Most Daubert Motions Require Hearings, Court Rules

By Robert Ambrogi Esq

Courts must provide litigants with an opportunity to be heard before ruling on the admissibility of expert testimony – and in all but exceptional cases that requires courts to hold hearings with full briefing and argument, the Supreme Court of Mississippi ruled in an en banc opinion issued October 4th.

Reviewing a personal-injury case in which two girls were severely burned in a school bus fire, the Supreme Court held that the trial judge erred when he struck an expert's affidavit without a hearing and entered summary judgment. The court reversed the judgment and remanded the case.

While other federal and state courts have recognized that in limine hearings are often the best way to ensure that expert-witness issues are decided fairly, the Mississippi court made clear that hearings should be held in all but the most drastic of cases. At the same time, it stopped short of requiring hearings in every case.

"We generally recommend that the trial court conduct an in limine hearing specifically on the subject, as this procedure will result in full briefing and argument by the parties regarding the proposed expert testimony," the court said in an opinion written by Presiding Justice Oliver E. Diaz Jr.

"This will not only assist the trial court in its function as evidentiary gatekeeper; it will provide a fuller record for an appellate court should the parties contest the evidentiary ruling," Diaz continued. "While an in limine hearing may not be necessary in all cases, it does provide the most efficient manner of addressing the issue in many cases."
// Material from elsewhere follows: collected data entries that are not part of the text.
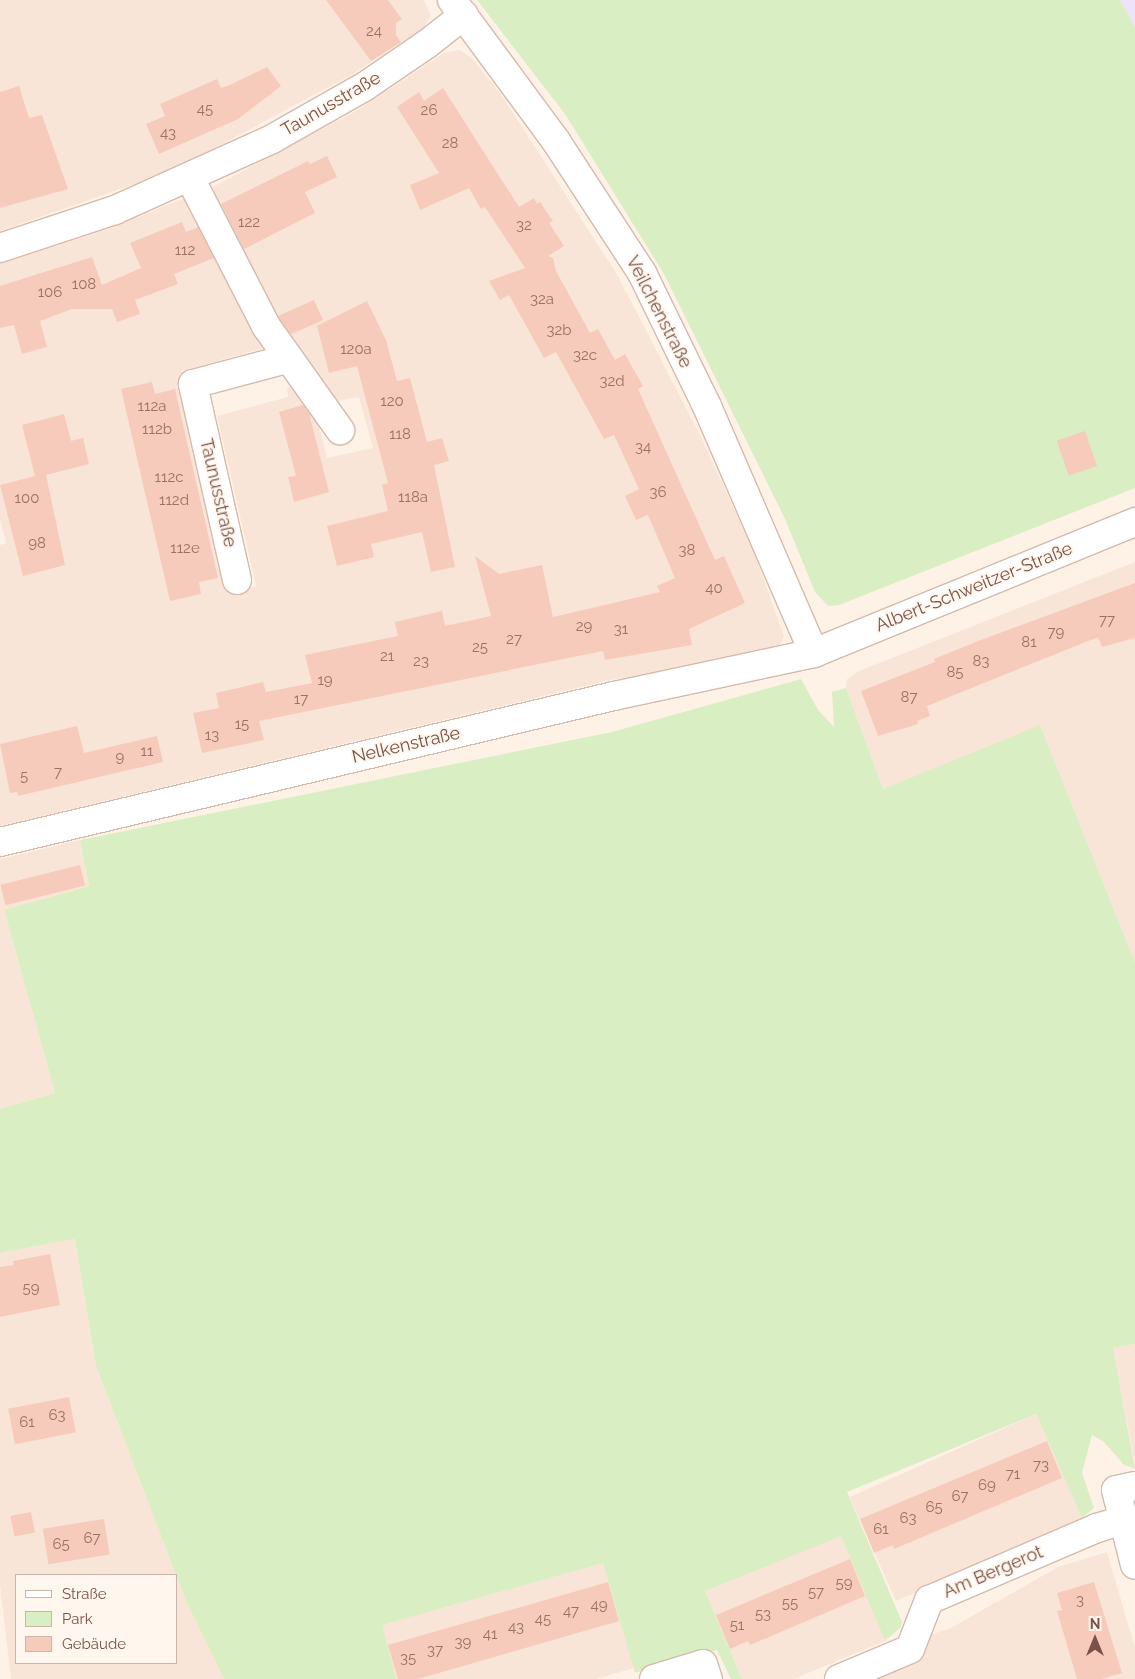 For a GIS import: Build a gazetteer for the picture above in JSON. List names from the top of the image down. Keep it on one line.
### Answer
{"streets":{"street":["Taunusstraße","Veilchenstraße","Albert-Schweitzer-Straße","Nelkenstraße","Am Bergerot"]},"crossings":[["Taunusstraße","Veilchenstraße"],["Veilchenstraße","Albert-Schweitzer-Straße"],["Veilchenstraße","Nelkenstraße"],["Albert-Schweitzer-Straße","Nelkenstraße"]],"house_numbers":["24","45","26","43","28","122","32","112","108","106","32a","32b","120a","32c","32d","120","112a","112b","118","34","112c","36","118a","100","112d","98","112e","38","40","77","29","31","79","27","81","25","21","23","83","85","19","87","17","15","13","11","9","7","5","59","63","61","73","71","69","67","65","63","61","67","65","59","57","3","55","49","47","53","45","51","43","41","39","37","35"],"legend":["Straße","Park","Gebäude"],"north":"top"} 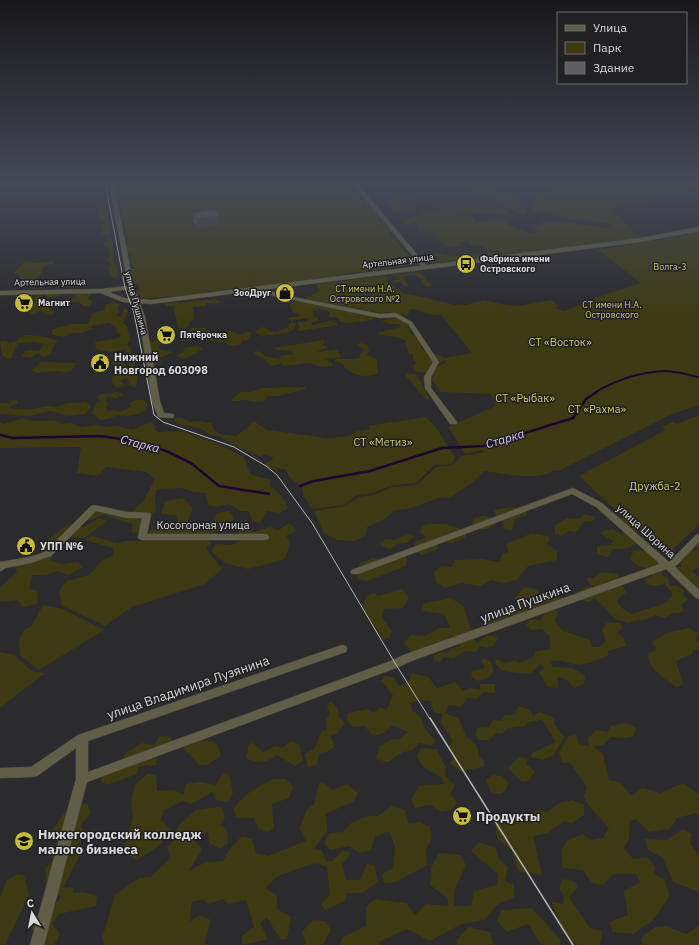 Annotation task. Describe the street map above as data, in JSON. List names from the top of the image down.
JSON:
{
  "streets": {
    "street": [
      "Артельная улица",
      "улица Пушкина",
      "Косогорная улица",
      "улица Шорина",
      "улица Владимира Лузянина"
    ]
  },
  "crossings": [
    ["Артельная улица", "улица Пушкина"],
    ["улица Пушкина", "улица Шорина"]
  ],
  "water": ["Старка"],
  "parks": [
    "Волга-3",
    "СТ имени Н.А. Островского №2",
    "СТ имени Н.А. Островского",
    "СТ «Восток»",
    "СТ «Рыбак»",
    "СТ «Рахма»",
    "СТ «Метиз»",
    "Дружба-2"
  ],
  "places": {
    "bus stop": ["Фабрика имени Островского"],
    "shop": ["ЗооДруг"],
    "supermarket": ["Магнит", "Пятёрочка", "Продукты"],
    "public building": ["Нижний Новгород 603098", "УПП №6"],
    "school or university": ["Нижегородский колледж малого бизнеса"]
  },
  "legend": ["Улица", "Парк", "Здание"],
  "north": "top"
} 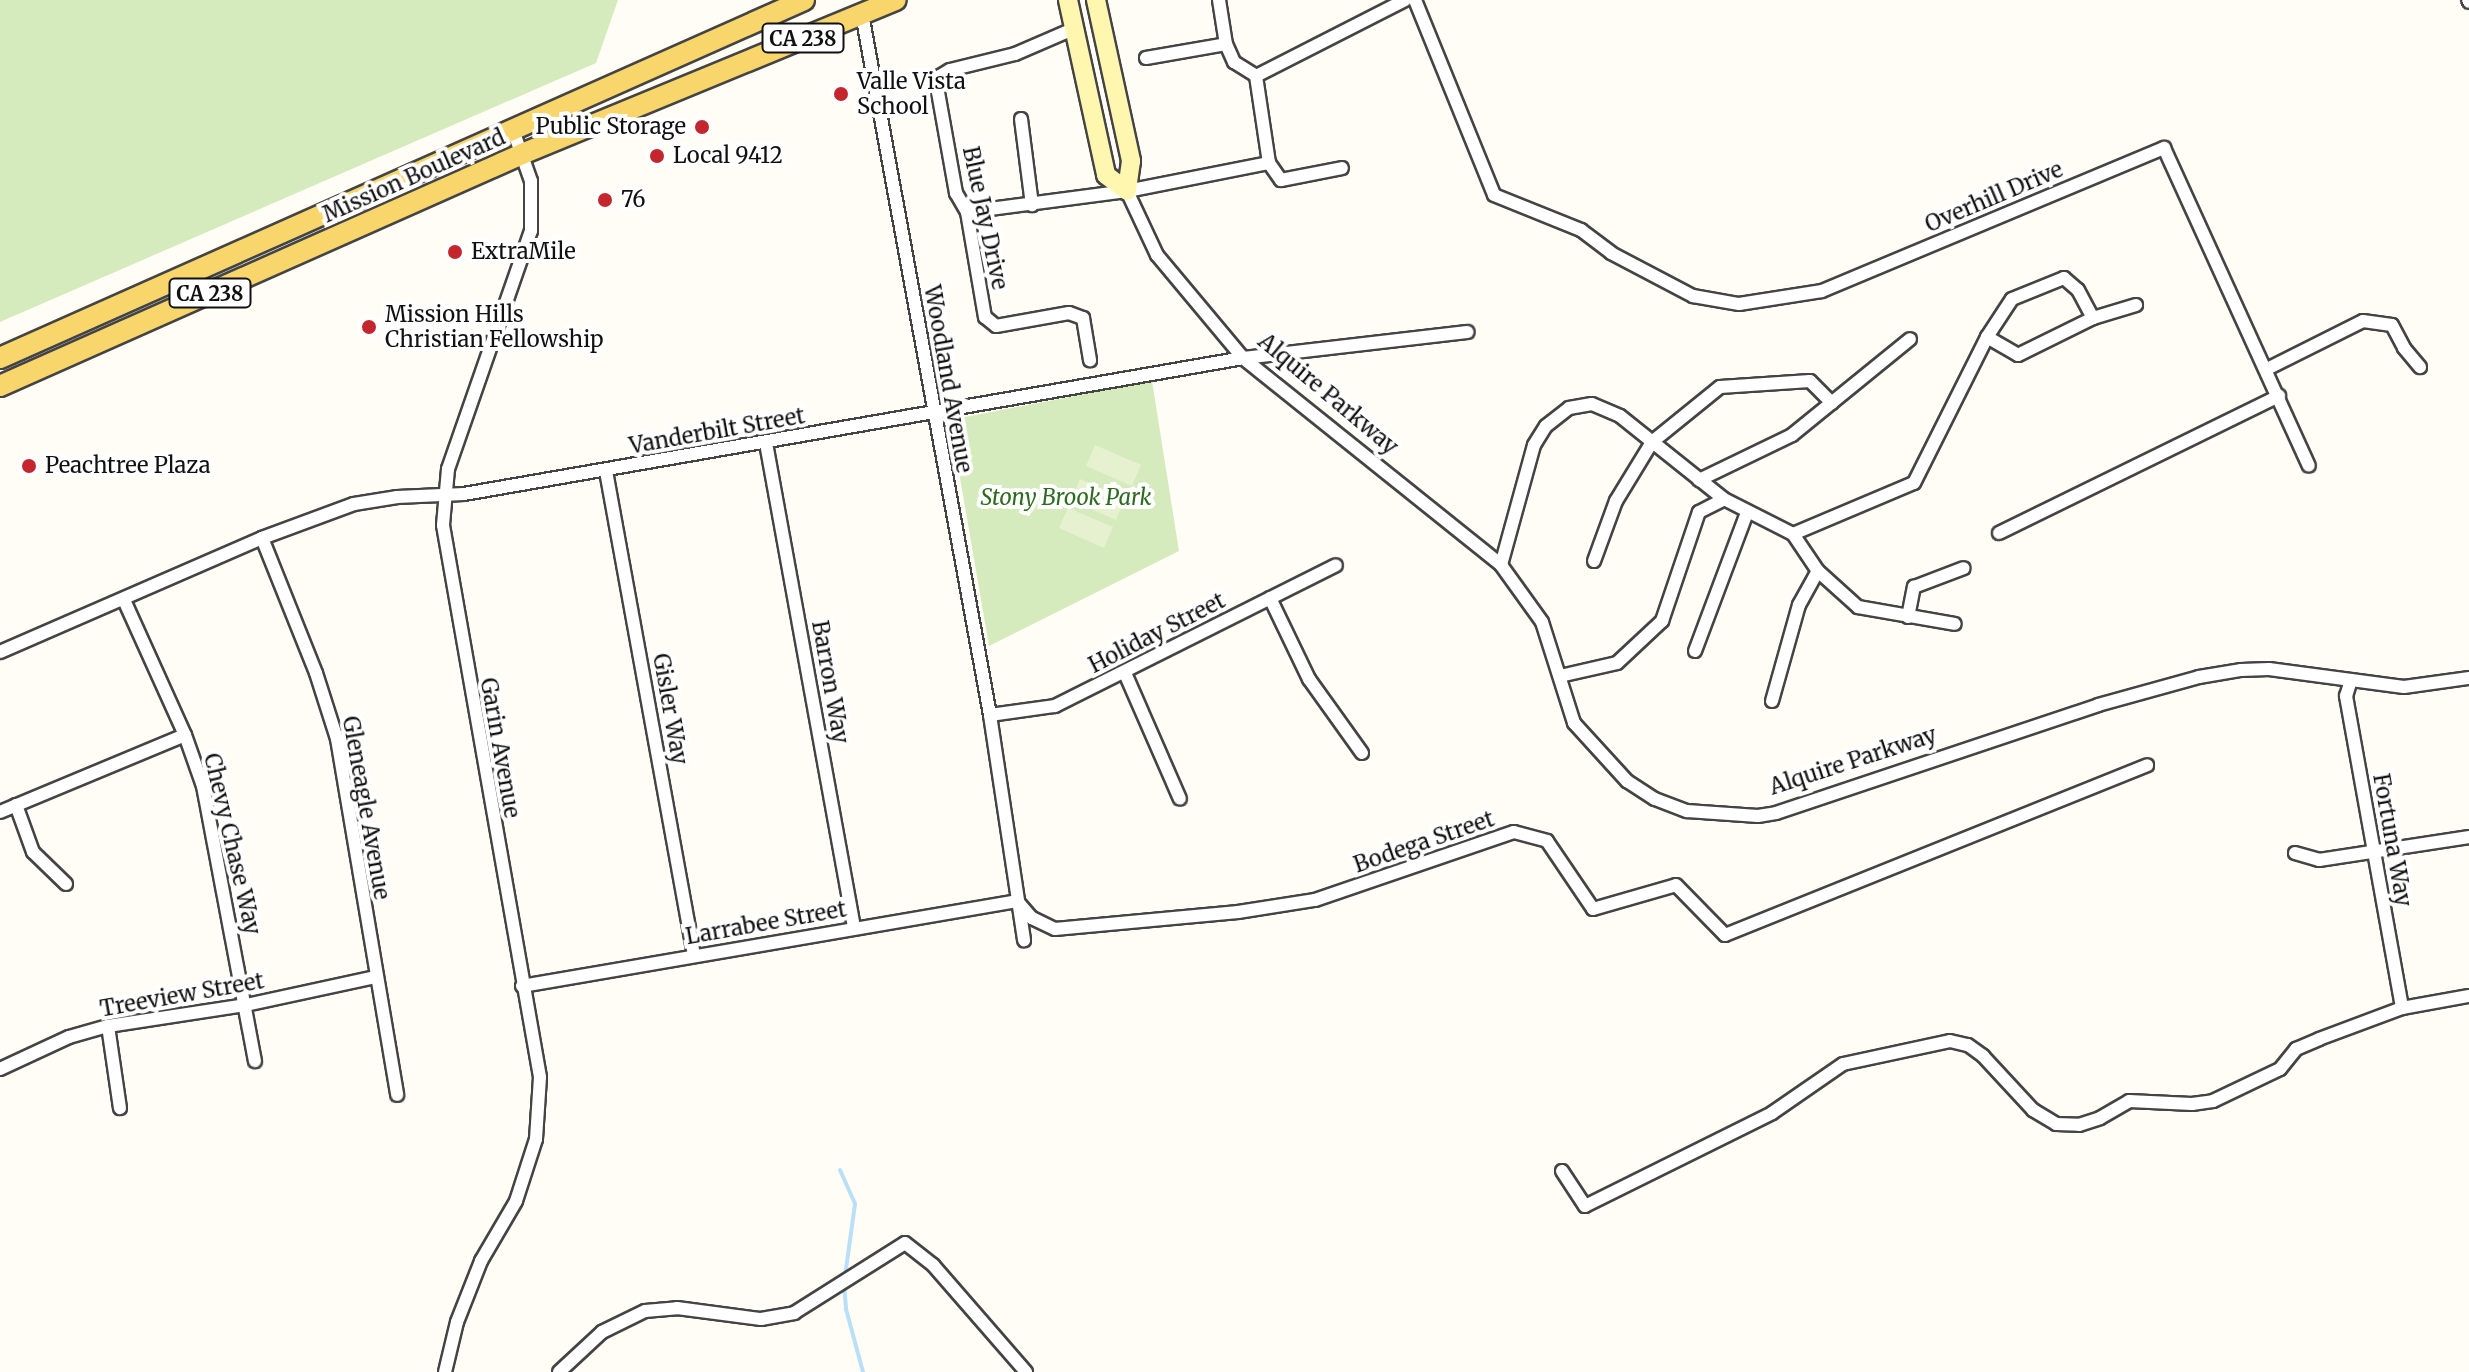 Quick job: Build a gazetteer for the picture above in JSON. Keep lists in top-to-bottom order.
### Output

But the Supreme Court's chief justice, James W. Smith Jr., dissented from the opinion, joined by three other justices. He argued that the trial judge properly decided the motion without holding a hearing, because the affidavit was clearly defective. "The expert's affidavit was inadmissible because it was mere unsupported speculation, subjective belief, and conclusions without any basis provided by reliable scientific methods and procedures," he wrote.

MOTION TO STRIKE

The underlying litigation involved the two students' suit against the Amory School District after their bus caught fire and they were severely burned. Amory contended that a defect in the bus's propane fuel system caused the fire and it sought indemnity from Charles Clement, whose company had converted the buses from gasoline to propane.

When Amory's expert prepared an affidavit in support of this theory, Clement sought to strike it as insufficient under the standards of Daubert v. Merrell Dow Pharmaceuticals, Inc., 509 U.S. 579 (1993), which the Mississippi Supreme Court adopted in 2003 as the state standard governing expert testimony.

The trial court, without holding a hearing, granted Clement's motion to strike. In a brief order, the trial judge said that the opinions of Amory's expert were "nothing more than unsupported conclusions which are devoid of a factual basis and not the product of reliable principles and methods." Having struck the affidavit, the court went on to enter summary judgment for Clement, finding that Amory offered no credible expert testimony to support its theory of causation.

THE BEST METHOD

On appeal, the Supreme Court restated its holding in another 2007 case that litigants should have an opportunity to be heard on the admissibility of expert testimony. The question in this case was whether the parties had such an opportunity.

The trial court had based its decision to strike on its review of the affidavit and of a rebuttal affidavit provided by Clement. It held no hearing on the motion to strike, but it did hold a hearing on the motion for summary judgment that Clement filed together with the motion to strike. At that hearing, Amory argued that its expert should be given further opportunity to expound on his theory.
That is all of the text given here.